Puasa, Anak, dan Sekolah
Miqdad, anak saya yang kelas enam, kemarin marah-marah. Ia minta hari ini tidak masuk sekolah. Saya katakan, "Nanti kalau sekolah telepon, ayah pakai alasanapa? Kamu nggak sakit... Satu, ayah tidak mungkin berbohong; kedua, apalagi ini bulan puasa..." Ia menggerundel.
Sebenarnya saya mengerti masalahnya. Kemarin dan hari ini, di sekolahnya ada Enterprising Days. Kelasnya dia kebagian berjualan. Di sepanjang hari, ia harus menjaga meja yang di atasnya berisi barang jualan yang serba sweet. Coklat-coklat, minuman botol ataupun kaleng, dan kawan-kawannya. Menahan lapar karena puasa, sambil di depannya berjajar aneka rupa makanan coklat, bukan sesuatu yang mudah baginya.

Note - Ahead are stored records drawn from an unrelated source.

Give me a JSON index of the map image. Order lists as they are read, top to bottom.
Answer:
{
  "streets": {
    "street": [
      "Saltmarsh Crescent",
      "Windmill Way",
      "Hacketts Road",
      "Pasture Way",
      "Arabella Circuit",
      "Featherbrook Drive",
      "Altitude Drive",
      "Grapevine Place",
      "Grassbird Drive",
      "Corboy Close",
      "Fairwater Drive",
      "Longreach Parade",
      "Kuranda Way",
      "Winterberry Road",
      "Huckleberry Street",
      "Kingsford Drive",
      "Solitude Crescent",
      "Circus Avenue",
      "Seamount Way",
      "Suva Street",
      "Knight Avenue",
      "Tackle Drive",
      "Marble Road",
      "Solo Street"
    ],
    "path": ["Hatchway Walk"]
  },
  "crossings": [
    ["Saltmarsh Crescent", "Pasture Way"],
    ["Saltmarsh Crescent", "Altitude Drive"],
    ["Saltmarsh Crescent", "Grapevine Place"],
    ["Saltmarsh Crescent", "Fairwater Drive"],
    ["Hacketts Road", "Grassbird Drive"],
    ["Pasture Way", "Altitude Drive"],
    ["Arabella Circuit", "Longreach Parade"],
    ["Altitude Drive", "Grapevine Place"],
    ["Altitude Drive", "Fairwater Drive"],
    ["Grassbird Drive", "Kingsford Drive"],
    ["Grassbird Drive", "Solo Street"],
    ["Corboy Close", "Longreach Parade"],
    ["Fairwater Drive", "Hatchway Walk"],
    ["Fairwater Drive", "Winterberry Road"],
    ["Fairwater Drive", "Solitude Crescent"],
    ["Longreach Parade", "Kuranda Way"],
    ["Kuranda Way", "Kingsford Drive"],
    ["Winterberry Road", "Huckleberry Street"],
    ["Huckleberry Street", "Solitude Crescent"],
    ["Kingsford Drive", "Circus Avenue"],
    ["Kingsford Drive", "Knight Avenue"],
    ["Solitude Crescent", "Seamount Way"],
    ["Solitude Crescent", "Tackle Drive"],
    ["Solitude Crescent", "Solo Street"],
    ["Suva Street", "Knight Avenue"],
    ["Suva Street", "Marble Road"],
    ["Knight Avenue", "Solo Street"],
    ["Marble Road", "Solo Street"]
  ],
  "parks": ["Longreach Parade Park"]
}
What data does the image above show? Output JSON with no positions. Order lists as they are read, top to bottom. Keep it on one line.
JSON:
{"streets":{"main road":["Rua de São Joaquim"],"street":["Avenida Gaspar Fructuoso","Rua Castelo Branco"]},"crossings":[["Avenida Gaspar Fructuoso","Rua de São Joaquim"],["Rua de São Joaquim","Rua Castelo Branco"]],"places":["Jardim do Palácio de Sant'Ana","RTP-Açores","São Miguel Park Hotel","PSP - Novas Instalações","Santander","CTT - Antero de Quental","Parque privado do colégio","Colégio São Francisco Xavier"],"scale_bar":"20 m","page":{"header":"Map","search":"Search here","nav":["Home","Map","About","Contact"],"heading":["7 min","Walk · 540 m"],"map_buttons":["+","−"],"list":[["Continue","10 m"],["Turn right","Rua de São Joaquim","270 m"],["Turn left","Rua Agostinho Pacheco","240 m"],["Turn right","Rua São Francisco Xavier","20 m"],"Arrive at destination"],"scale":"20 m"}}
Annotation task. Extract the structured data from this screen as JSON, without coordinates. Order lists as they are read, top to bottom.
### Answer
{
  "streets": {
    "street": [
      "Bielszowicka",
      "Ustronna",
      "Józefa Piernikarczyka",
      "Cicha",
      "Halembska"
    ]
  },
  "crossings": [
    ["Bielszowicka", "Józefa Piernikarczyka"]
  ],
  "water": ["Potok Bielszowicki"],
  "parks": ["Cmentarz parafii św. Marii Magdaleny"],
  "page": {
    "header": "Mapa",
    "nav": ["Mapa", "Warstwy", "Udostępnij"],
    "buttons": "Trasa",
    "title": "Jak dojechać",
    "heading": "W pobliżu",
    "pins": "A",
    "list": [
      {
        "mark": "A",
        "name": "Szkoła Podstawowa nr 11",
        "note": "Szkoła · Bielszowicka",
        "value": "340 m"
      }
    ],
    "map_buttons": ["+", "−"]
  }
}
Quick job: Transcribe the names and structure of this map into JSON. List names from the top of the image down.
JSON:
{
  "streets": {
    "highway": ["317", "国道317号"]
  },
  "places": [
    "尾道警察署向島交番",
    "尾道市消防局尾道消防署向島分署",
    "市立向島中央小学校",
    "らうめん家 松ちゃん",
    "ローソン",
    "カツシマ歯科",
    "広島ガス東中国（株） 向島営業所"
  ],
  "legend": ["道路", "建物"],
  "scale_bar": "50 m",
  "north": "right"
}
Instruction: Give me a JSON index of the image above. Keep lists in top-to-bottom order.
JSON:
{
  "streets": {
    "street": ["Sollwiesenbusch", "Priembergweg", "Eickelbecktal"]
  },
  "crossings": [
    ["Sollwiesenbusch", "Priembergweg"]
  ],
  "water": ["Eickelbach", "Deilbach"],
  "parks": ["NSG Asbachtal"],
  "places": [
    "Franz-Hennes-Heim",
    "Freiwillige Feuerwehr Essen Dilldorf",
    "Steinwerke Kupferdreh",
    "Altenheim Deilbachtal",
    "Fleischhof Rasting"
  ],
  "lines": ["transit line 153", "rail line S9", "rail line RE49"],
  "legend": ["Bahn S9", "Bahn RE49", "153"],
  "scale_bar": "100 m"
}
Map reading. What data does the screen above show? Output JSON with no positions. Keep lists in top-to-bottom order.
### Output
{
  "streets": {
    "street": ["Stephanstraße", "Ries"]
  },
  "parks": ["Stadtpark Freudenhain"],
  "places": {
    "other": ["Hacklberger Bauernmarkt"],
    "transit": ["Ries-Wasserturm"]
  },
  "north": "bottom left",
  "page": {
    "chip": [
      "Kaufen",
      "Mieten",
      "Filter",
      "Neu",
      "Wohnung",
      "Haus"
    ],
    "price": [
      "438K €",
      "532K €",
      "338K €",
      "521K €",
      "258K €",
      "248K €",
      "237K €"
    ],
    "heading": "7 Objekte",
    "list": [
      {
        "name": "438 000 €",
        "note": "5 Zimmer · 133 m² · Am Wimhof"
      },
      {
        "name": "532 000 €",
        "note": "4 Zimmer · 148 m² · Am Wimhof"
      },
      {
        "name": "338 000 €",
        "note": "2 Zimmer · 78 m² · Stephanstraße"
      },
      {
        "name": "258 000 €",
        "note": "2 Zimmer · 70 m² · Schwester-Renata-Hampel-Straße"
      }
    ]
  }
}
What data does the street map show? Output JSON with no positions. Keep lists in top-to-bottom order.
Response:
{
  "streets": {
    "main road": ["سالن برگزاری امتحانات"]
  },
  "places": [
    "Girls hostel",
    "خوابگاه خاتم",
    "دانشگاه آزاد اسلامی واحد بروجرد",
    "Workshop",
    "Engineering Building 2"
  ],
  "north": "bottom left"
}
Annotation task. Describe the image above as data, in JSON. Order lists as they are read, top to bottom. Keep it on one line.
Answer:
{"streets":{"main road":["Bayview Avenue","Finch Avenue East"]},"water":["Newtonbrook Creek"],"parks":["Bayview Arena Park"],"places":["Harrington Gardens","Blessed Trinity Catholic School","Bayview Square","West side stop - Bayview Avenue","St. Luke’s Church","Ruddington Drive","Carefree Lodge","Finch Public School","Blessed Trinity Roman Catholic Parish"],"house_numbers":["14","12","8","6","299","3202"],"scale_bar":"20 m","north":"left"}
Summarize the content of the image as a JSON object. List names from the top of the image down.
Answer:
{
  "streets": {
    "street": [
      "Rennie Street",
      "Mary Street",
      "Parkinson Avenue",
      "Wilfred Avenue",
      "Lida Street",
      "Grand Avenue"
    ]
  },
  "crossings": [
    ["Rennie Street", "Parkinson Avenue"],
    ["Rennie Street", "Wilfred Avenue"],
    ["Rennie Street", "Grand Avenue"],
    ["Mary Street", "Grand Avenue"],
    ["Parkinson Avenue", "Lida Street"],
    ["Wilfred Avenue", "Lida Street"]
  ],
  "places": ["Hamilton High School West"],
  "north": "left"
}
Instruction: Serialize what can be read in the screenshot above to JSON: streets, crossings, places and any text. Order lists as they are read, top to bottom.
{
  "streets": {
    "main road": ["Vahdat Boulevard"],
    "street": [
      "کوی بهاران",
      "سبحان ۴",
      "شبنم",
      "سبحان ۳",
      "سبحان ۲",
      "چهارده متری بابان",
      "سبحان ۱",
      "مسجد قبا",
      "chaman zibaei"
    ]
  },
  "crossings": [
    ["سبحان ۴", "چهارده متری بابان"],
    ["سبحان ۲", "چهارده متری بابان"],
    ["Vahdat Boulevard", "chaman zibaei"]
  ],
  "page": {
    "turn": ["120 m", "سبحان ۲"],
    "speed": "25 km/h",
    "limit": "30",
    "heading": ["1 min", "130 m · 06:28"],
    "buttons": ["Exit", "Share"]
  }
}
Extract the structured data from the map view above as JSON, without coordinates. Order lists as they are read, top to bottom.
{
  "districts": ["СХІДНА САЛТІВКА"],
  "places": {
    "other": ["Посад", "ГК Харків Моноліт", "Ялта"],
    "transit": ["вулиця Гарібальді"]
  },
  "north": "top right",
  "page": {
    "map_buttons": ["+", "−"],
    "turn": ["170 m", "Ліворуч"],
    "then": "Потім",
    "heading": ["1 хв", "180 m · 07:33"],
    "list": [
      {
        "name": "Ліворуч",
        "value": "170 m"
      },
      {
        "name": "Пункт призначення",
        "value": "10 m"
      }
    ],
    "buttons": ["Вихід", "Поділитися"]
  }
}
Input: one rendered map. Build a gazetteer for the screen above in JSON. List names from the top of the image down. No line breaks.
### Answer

Itulah mengapa ia memilih, kalau boleh, untuk tidak masuk sekolah. Tapi saya mengatakan tidak ada jalan lain, sambil menyemangati bahwa pahala puasa lebih besar lagi karena godaannya lebih berat. Maka, ketika pagi ini ibunya menawarkan, "Gimana, mau gak masuk sekolah aja?" Ia menjawab, "No, Mum..., I have to..."
Mungkin masih merasa terpaksa, tapi saya yakin ia kuat seperti kemarin.
Soal puasa, ini memang sempat menjadi isu antara kami dan sekolah. Tiga tahun lalu, kepala sekolah, padahal beliaunya muslim, jelas-jelas melarang murid-murid yang muslim untuk berpuasa. Alasannya adalah kesehatan. Dikatakan sekolah tidak mau bertanggung jawab jika terjadi apa-apa dengan murid terkait puasa. Untuk hal ini kami harus menandatangani concern form. Dan, di siang hari, ketika jam makan, kami harus menjemput si anak yang berpuasa untuk pulang ke rumah dan kemudian mengantarnya lagi ke sekolah saat jam istirahat telah usai.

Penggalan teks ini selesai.